- **Exercise requirements**: What lines of the material below include the string "Campobello"? Copy all of them.

====== Supplied records

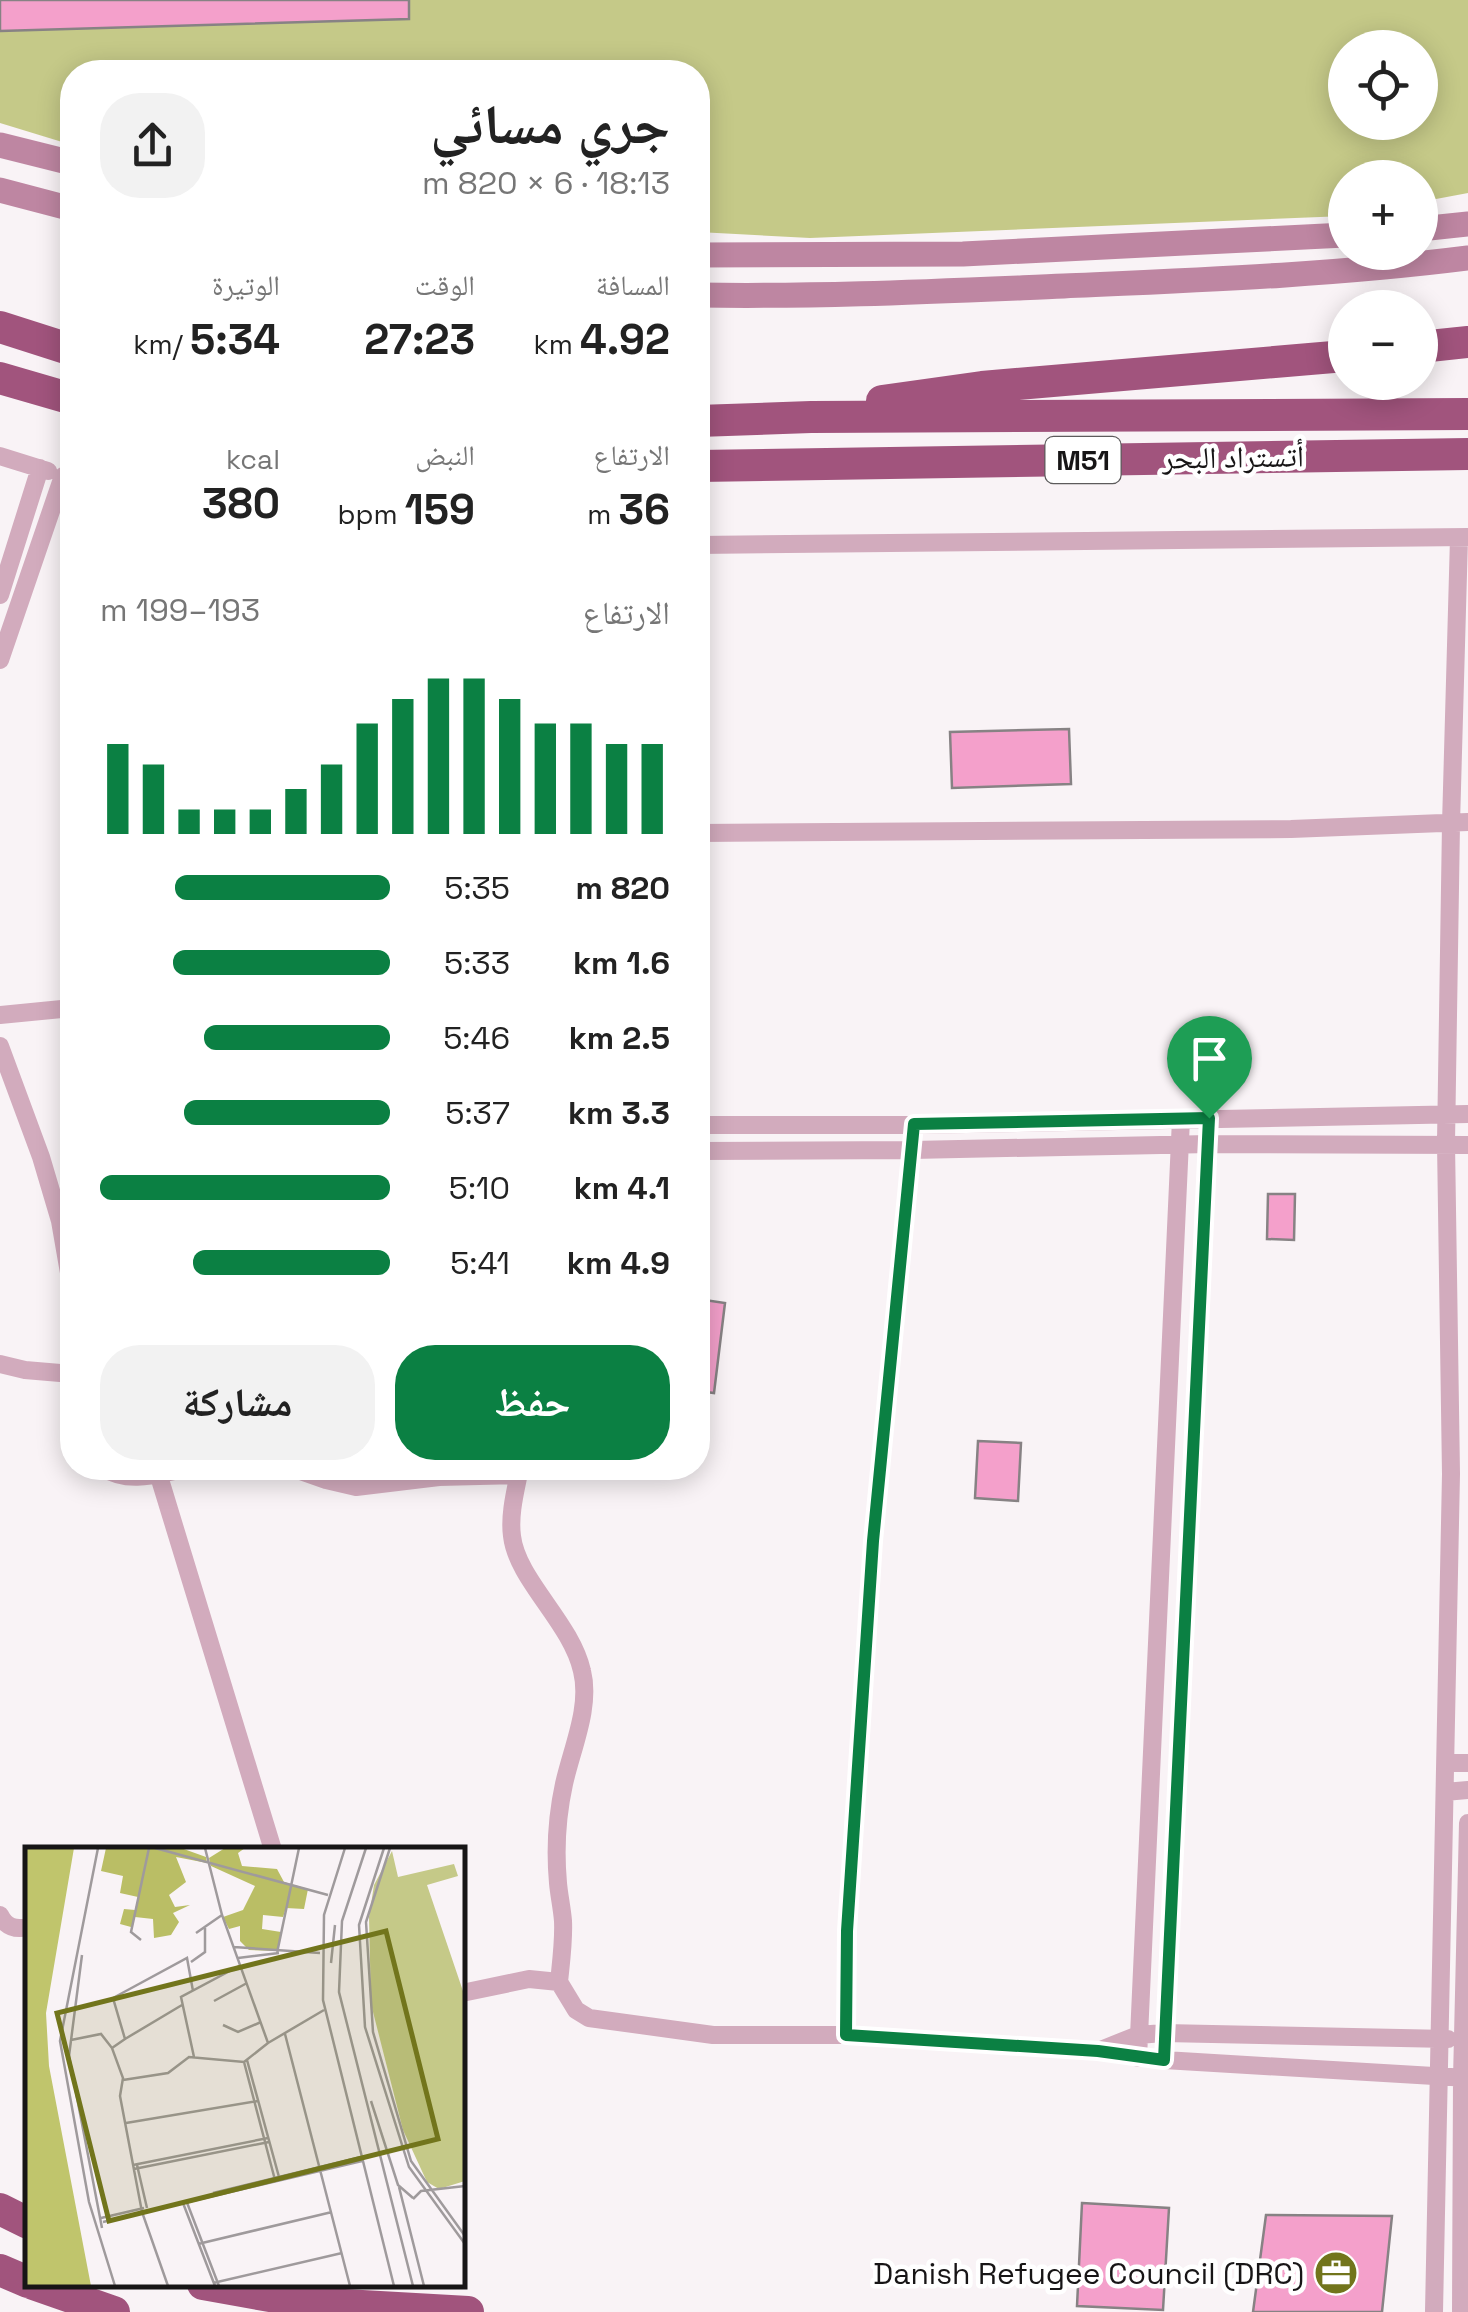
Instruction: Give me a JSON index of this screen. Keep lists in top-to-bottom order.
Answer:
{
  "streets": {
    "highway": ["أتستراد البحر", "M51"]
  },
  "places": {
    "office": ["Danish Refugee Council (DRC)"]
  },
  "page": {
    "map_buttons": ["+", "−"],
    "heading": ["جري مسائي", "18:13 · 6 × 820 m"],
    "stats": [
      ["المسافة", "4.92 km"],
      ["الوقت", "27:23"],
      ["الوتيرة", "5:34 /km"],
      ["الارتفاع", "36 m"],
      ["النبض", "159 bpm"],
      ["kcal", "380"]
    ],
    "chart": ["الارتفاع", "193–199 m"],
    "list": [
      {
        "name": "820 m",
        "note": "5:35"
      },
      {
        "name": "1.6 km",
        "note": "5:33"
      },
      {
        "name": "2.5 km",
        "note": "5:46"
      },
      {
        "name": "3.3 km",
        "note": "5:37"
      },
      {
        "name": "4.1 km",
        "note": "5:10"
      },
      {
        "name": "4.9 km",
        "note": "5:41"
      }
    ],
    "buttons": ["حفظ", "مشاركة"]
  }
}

============
====== Supplied records

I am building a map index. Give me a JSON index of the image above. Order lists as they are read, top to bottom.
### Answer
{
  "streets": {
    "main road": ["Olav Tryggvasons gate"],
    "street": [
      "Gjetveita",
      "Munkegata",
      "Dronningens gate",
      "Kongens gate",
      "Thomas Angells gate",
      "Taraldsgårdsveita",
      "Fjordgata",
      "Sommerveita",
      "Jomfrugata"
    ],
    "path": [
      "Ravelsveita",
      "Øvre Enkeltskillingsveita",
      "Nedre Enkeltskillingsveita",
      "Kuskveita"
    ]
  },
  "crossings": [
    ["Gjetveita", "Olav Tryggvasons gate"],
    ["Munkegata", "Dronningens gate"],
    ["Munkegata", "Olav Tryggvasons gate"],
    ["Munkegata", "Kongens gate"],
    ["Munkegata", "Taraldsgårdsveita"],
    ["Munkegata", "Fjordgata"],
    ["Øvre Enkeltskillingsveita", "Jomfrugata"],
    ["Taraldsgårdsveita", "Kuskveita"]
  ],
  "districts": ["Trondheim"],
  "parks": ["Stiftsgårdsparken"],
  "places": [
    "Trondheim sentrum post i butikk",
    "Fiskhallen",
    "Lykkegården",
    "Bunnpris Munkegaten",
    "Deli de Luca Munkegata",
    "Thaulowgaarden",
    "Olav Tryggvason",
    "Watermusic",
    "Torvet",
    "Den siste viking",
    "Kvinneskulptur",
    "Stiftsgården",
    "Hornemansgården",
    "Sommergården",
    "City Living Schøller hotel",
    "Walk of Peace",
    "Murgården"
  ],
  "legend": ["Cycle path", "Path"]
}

============
====== Supplied records

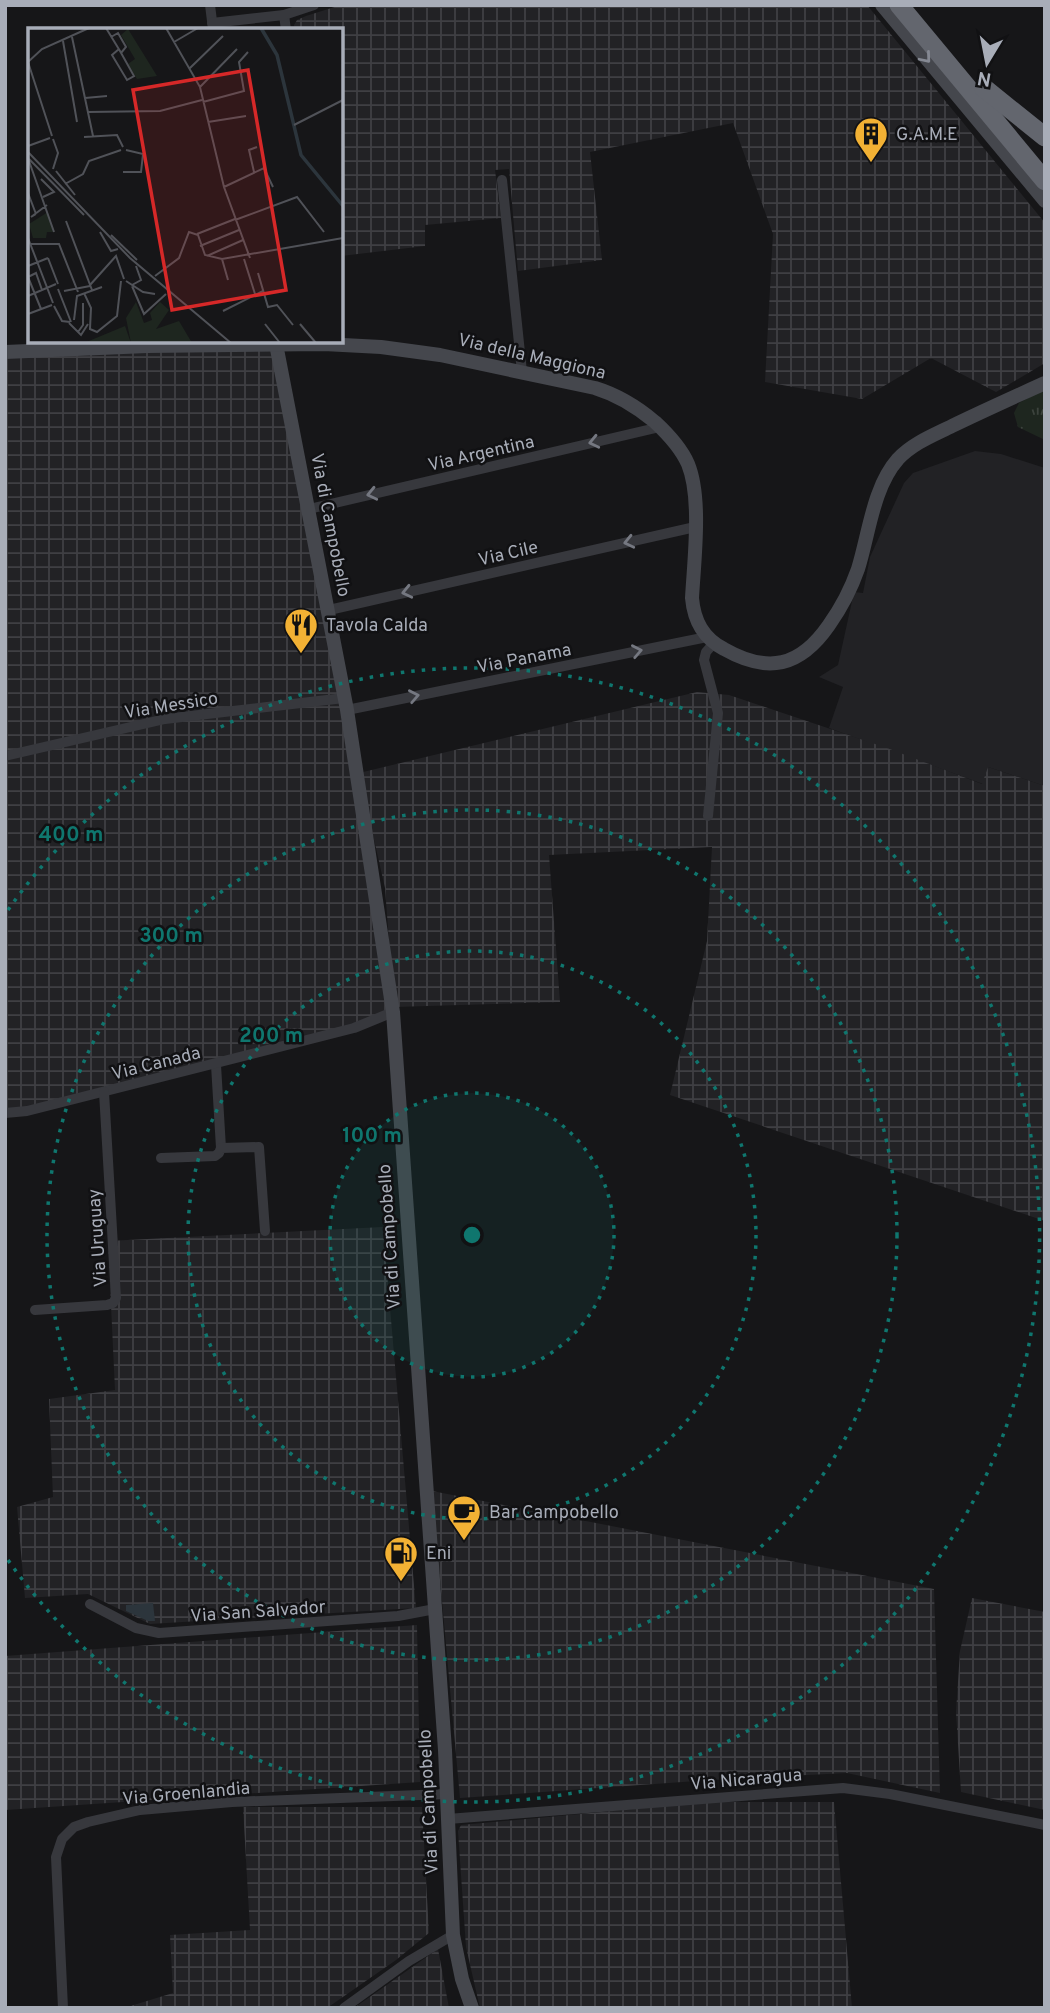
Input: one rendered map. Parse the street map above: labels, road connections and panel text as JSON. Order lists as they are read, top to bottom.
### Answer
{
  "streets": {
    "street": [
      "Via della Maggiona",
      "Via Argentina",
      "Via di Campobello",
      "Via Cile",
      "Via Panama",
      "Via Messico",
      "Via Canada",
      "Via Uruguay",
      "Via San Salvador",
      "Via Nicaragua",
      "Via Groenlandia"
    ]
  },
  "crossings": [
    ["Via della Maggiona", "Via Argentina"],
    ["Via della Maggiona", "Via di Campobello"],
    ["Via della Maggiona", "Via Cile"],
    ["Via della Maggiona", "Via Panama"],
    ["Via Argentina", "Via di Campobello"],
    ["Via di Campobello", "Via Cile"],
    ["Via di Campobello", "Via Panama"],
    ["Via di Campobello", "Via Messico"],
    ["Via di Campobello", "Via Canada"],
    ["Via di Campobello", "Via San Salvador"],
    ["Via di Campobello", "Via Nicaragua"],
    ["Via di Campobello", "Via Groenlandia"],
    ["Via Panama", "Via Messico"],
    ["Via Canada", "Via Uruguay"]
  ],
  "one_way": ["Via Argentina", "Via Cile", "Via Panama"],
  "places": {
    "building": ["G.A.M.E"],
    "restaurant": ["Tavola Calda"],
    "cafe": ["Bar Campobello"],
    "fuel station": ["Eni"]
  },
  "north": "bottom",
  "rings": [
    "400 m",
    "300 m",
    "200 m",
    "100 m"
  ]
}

============

- **Problem solution**:
      "Via di Campobello",
    ["Via della Maggiona", "Via di Campobello"],
    ["Via Argentina", "Via di Campobello"],
    ["Via di Campobello", "Via Cile"],
    ["Via di Campobello", "Via Panama"],
    ["Via di Campobello", "Via Messico"],
    ["Via di Campobello", "Via Canada"],
    ["Via di Campobello", "Via San Salvador"],
    ["Via di Campobello", "Via Nicaragua"],
    ["Via di Campobello", "Via Groenlandia"],
    "cafe": ["Bar Campobello"],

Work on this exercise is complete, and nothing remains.